Every line below between the one holding "position:absolute; left:567px; top:90px;" and the one holding "position:absolute; translate:-50% -51px;", inclusive, should be copied exactly, and no other line.

Dataset records:

************

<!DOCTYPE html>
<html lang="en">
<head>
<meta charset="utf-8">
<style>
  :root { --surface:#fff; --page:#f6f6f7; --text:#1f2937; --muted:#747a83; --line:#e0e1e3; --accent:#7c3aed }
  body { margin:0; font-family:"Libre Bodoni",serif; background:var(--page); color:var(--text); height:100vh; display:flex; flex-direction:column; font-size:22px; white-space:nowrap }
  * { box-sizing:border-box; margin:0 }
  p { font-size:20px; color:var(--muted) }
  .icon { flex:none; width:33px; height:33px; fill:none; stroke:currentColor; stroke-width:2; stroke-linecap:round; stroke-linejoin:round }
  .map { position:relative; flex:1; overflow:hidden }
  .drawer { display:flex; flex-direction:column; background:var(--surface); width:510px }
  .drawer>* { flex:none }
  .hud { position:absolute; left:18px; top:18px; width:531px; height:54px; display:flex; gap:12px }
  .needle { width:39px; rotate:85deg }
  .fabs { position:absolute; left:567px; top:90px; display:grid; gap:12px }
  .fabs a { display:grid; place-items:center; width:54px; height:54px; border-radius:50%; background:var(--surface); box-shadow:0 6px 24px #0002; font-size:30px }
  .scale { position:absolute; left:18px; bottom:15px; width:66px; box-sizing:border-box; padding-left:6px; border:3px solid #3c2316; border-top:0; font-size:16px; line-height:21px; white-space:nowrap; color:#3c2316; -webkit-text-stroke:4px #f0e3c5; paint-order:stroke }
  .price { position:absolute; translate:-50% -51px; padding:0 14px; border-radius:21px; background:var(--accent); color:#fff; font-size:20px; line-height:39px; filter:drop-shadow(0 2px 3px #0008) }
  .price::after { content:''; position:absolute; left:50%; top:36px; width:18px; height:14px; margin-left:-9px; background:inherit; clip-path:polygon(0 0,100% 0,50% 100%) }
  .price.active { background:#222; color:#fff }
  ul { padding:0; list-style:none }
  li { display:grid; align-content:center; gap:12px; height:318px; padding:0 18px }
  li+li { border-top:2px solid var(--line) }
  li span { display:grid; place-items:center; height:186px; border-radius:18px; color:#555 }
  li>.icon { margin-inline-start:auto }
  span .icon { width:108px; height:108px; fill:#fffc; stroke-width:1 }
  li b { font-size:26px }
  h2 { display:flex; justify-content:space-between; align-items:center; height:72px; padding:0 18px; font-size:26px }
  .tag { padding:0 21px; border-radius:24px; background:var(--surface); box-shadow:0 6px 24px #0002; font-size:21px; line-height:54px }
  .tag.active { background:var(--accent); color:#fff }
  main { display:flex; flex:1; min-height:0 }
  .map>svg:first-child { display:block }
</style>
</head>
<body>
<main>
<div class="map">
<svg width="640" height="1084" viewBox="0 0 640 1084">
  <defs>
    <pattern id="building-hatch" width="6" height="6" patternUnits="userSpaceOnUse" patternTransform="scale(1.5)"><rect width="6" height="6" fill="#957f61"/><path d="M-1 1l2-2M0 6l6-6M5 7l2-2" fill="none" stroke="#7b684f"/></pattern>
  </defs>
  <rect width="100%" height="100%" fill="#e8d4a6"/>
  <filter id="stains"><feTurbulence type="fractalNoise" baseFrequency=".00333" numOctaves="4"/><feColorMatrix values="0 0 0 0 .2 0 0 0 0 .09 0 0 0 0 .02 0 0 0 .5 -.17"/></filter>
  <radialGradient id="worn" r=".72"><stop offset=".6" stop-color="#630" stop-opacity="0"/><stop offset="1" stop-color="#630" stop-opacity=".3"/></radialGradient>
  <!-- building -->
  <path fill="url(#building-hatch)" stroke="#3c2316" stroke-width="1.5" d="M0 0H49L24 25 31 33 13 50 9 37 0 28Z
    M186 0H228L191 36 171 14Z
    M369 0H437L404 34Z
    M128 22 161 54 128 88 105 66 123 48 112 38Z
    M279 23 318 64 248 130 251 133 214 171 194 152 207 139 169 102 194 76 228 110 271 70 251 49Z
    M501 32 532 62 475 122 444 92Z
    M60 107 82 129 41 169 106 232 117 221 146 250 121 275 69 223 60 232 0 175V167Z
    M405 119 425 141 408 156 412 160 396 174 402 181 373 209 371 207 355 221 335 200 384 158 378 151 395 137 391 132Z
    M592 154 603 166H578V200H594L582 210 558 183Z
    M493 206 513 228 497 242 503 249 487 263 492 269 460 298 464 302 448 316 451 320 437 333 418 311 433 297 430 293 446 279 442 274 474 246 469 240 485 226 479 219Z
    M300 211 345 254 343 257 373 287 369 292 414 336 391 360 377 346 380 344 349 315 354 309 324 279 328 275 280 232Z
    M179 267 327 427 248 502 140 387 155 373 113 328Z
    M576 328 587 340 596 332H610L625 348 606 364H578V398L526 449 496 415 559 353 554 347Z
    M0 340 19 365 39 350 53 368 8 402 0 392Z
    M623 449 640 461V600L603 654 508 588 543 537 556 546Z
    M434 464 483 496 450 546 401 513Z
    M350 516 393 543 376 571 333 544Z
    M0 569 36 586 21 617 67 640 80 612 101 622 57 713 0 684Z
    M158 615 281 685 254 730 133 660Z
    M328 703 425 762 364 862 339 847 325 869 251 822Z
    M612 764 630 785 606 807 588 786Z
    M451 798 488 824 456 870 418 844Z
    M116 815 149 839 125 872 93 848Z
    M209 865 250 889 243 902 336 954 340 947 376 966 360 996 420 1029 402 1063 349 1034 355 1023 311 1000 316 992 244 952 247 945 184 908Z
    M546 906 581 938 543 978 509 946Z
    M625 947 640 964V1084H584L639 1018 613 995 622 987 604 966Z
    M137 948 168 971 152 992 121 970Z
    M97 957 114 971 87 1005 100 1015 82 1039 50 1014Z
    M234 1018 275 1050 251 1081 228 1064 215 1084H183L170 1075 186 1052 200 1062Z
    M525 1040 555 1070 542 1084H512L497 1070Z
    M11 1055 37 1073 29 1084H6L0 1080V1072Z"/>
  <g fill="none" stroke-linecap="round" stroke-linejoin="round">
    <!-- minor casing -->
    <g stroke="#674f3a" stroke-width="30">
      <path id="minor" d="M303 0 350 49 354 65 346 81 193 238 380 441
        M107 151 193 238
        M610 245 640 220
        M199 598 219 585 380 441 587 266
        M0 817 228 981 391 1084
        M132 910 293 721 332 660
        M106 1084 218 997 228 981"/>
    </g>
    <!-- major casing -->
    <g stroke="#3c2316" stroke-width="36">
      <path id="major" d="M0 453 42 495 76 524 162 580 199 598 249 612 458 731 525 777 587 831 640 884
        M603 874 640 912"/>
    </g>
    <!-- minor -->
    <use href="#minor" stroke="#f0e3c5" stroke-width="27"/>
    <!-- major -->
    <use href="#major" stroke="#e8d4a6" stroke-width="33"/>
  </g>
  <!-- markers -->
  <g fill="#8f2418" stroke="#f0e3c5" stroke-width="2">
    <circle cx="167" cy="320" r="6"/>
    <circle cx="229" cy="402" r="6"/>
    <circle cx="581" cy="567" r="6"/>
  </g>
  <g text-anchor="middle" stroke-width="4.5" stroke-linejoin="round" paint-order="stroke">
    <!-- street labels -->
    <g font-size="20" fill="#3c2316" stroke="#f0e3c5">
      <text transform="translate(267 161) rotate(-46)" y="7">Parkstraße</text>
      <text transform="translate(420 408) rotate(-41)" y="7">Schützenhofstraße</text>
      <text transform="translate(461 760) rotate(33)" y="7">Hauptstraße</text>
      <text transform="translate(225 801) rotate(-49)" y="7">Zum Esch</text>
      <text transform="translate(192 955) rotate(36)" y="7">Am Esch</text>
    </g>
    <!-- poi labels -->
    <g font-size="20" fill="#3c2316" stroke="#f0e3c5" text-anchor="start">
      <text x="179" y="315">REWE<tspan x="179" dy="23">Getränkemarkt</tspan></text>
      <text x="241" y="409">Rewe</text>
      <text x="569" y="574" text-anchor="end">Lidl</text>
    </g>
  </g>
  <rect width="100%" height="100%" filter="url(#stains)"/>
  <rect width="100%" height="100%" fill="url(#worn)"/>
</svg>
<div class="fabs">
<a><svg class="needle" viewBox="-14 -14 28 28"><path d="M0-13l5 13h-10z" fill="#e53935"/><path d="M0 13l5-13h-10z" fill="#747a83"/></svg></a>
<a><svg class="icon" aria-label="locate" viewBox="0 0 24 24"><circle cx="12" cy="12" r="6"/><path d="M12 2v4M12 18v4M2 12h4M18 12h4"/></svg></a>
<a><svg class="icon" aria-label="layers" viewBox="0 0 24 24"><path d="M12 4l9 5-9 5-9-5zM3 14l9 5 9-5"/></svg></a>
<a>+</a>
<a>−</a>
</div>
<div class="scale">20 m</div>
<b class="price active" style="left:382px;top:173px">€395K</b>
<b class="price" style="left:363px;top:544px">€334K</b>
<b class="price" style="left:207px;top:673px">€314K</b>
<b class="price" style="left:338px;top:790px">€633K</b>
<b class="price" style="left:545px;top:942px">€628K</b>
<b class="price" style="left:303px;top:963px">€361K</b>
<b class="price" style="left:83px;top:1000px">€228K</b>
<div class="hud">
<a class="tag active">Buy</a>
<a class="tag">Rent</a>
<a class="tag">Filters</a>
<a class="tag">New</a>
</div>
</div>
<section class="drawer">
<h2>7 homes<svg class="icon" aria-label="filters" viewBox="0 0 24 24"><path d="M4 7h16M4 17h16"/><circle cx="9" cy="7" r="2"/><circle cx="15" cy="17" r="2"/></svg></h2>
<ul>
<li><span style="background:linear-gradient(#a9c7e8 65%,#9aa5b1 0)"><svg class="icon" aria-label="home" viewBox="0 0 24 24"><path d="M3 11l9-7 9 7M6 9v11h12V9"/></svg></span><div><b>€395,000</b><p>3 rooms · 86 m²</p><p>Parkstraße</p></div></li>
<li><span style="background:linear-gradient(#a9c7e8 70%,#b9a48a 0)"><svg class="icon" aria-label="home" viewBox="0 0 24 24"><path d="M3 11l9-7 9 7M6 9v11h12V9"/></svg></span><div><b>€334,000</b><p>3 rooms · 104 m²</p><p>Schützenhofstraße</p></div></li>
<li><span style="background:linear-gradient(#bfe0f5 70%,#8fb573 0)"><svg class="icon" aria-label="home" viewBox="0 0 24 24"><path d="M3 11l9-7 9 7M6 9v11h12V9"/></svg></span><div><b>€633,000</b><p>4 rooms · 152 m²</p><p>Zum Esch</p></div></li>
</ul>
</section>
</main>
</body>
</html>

************

Finished exercise:
  .fabs { position:absolute; left:567px; top:90px; display:grid; gap:12px }
  .fabs a { display:grid; place-items:center; width:54px; height:54px; border-radius:50%; background:var(--surface); box-shadow:0 6px 24px #0002; font-size:30px }
  .scale { position:absolute; left:18px; bottom:15px; width:66px; box-sizing:border-box; padding-left:6px; border:3px solid #3c2316; border-top:0; font-size:16px; line-height:21px; white-space:nowrap; color:#3c2316; -webkit-text-stroke:4px #f0e3c5; paint-order:stroke }
  .price { position:absolute; translate:-50% -51px; padding:0 14px; border-radius:21px; background:var(--accent); color:#fff; font-size:20px; line-height:39px; filter:drop-shadow(0 2px 3px #0008) }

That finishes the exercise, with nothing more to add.